--- Recorded information ---

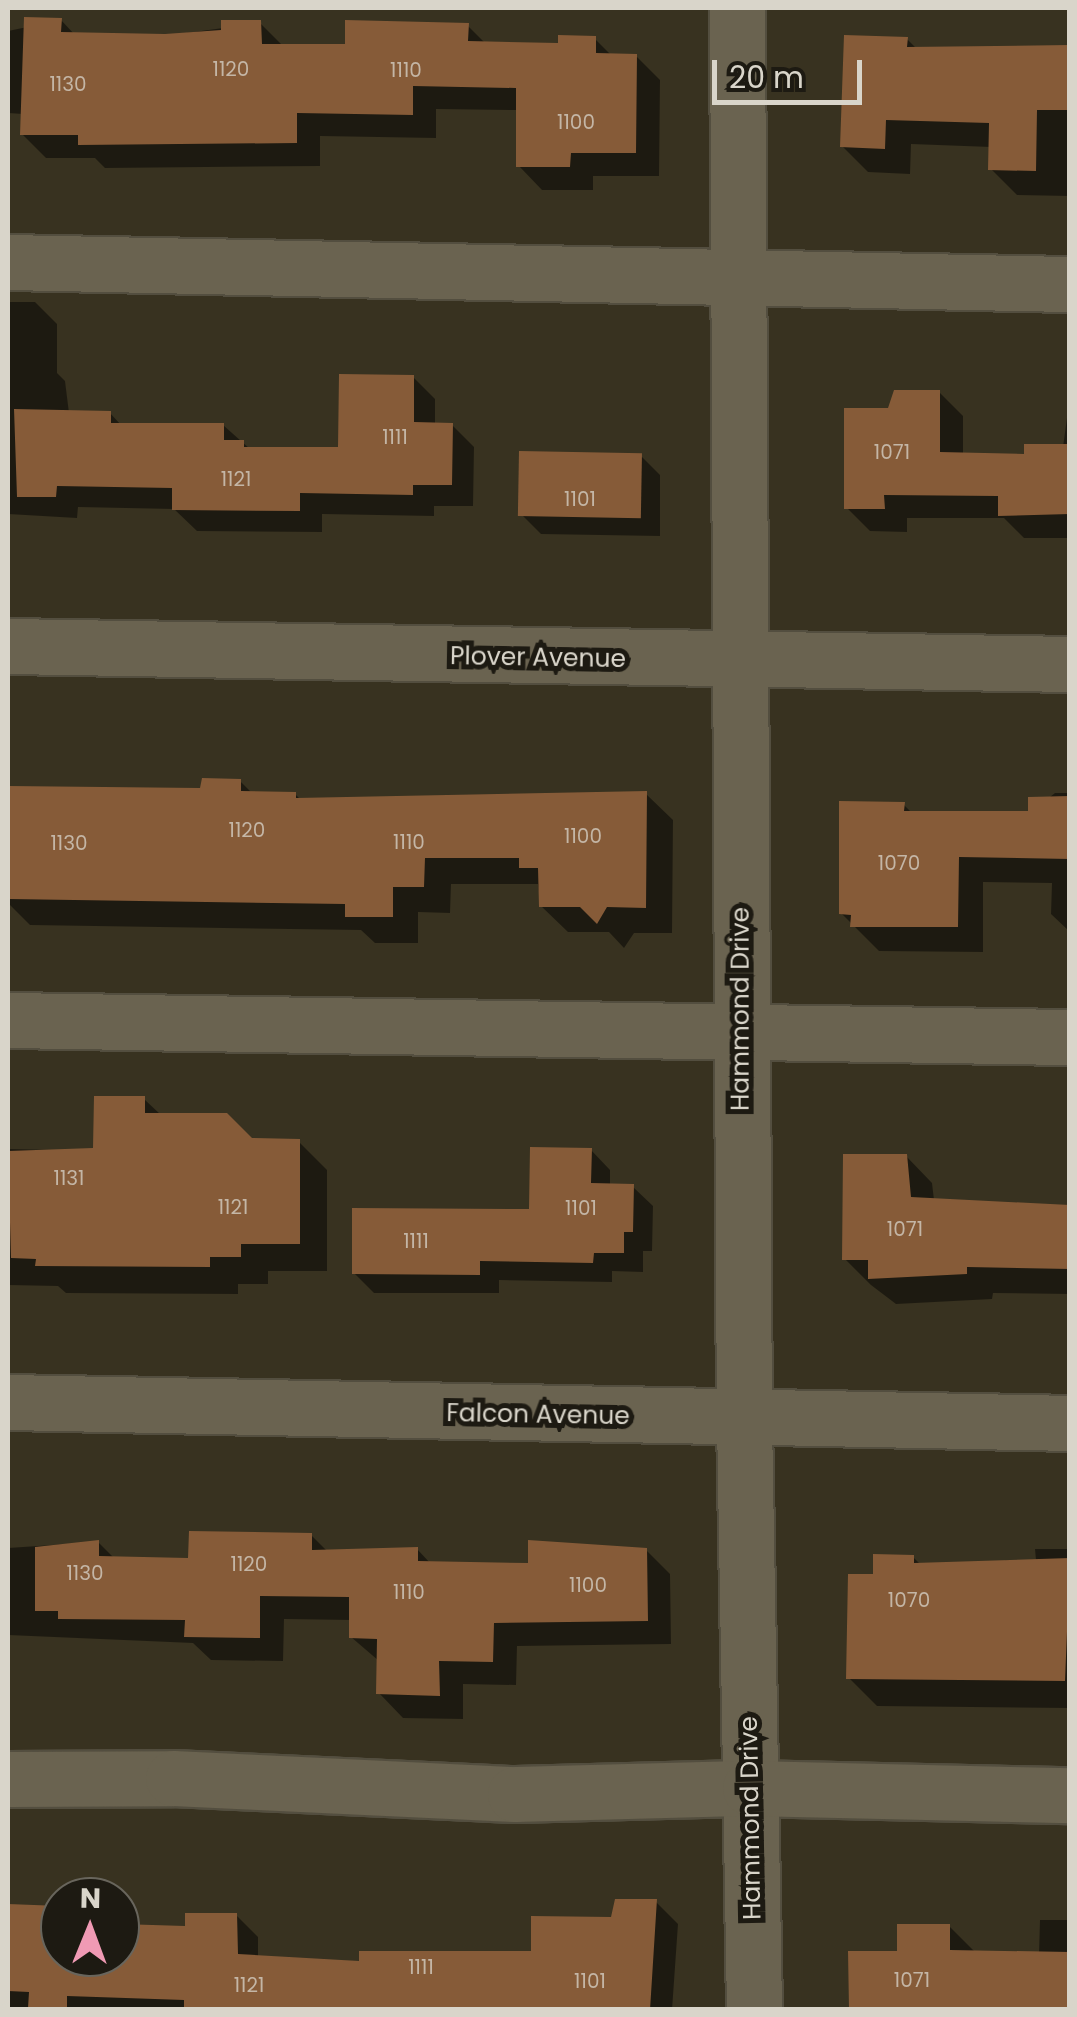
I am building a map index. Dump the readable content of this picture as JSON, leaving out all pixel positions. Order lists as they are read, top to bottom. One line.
{"streets":{"street":["Plover Avenue","Hammond Drive","Falcon Avenue"]},"crossings":[["Plover Avenue","Hammond Drive"],["Hammond Drive","Falcon Avenue"]],"house_numbers":["1120","1110","1130","1100","1111","1071","1121","1101","1120","1100","1110","1130","1070","1131","1121","1101","1071","1111","1120","1130","1100","1110","1070","1111","1071","1101","1121"],"scale_bar":"20 m","north":"top"}
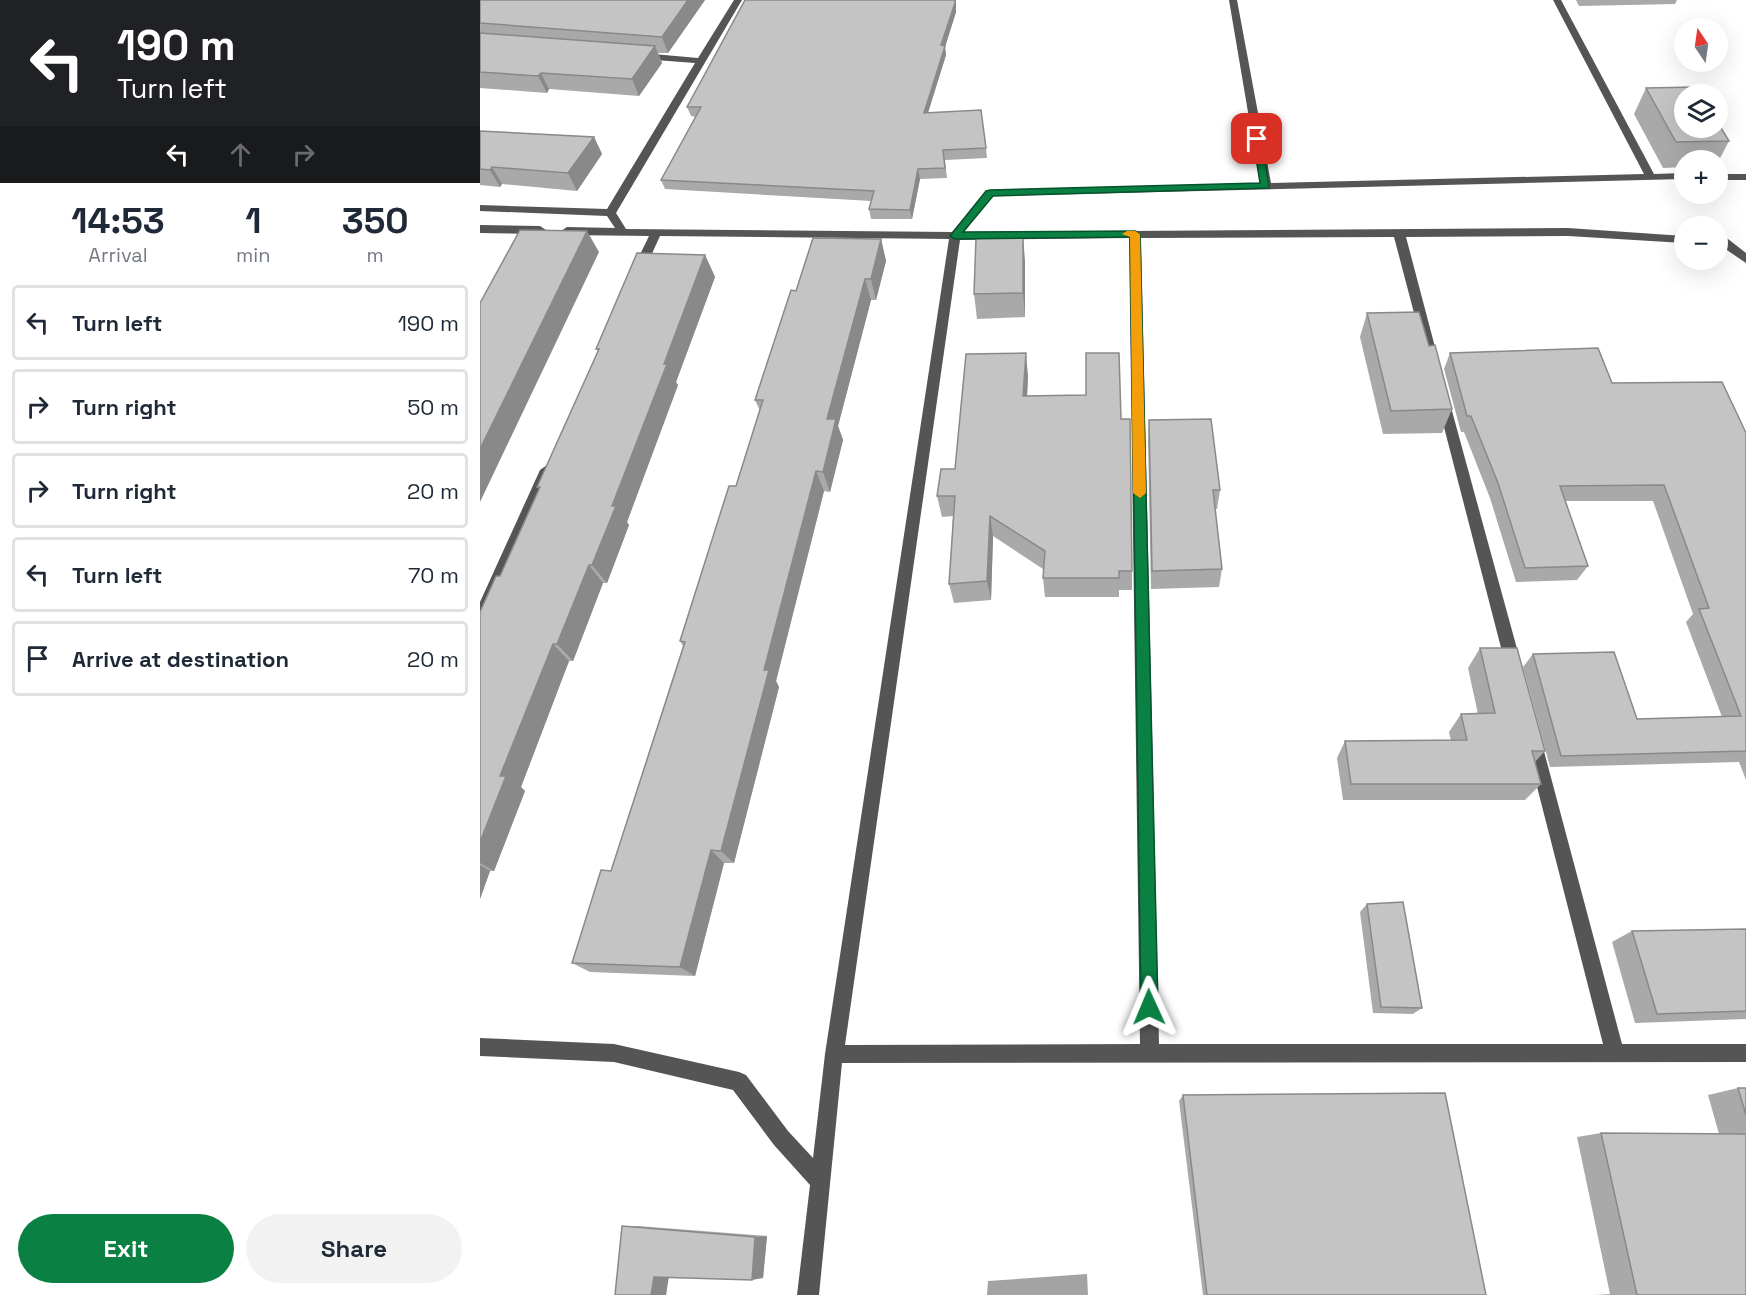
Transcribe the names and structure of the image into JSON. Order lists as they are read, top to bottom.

---

Activity >> Return the material exactly as it reads, though without the pictures it holds.

Exercise solution >>
I am building a map index. Dump the readable content of this picture as JSON, leaving out all pixel positions. Order lists as they are read, top to bottom. One line.
{"streets":{"street":["Plover Avenue","Hammond Drive","Falcon Avenue"]},"crossings":[["Plover Avenue","Hammond Drive"],["Hammond Drive","Falcon Avenue"]],"house_numbers":["1120","1110","1130","1100","1111","1071","1121","1101","1120","1100","1110","1130","1070","1131","1121","1101","1071","1111","1120","1130","1100","1110","1070","1111","1071","1101","1121"],"scale_bar":"20 m","north":"top"}
Transcribe the names and structure of the image into JSON. Order lists as they are read, top to bottom.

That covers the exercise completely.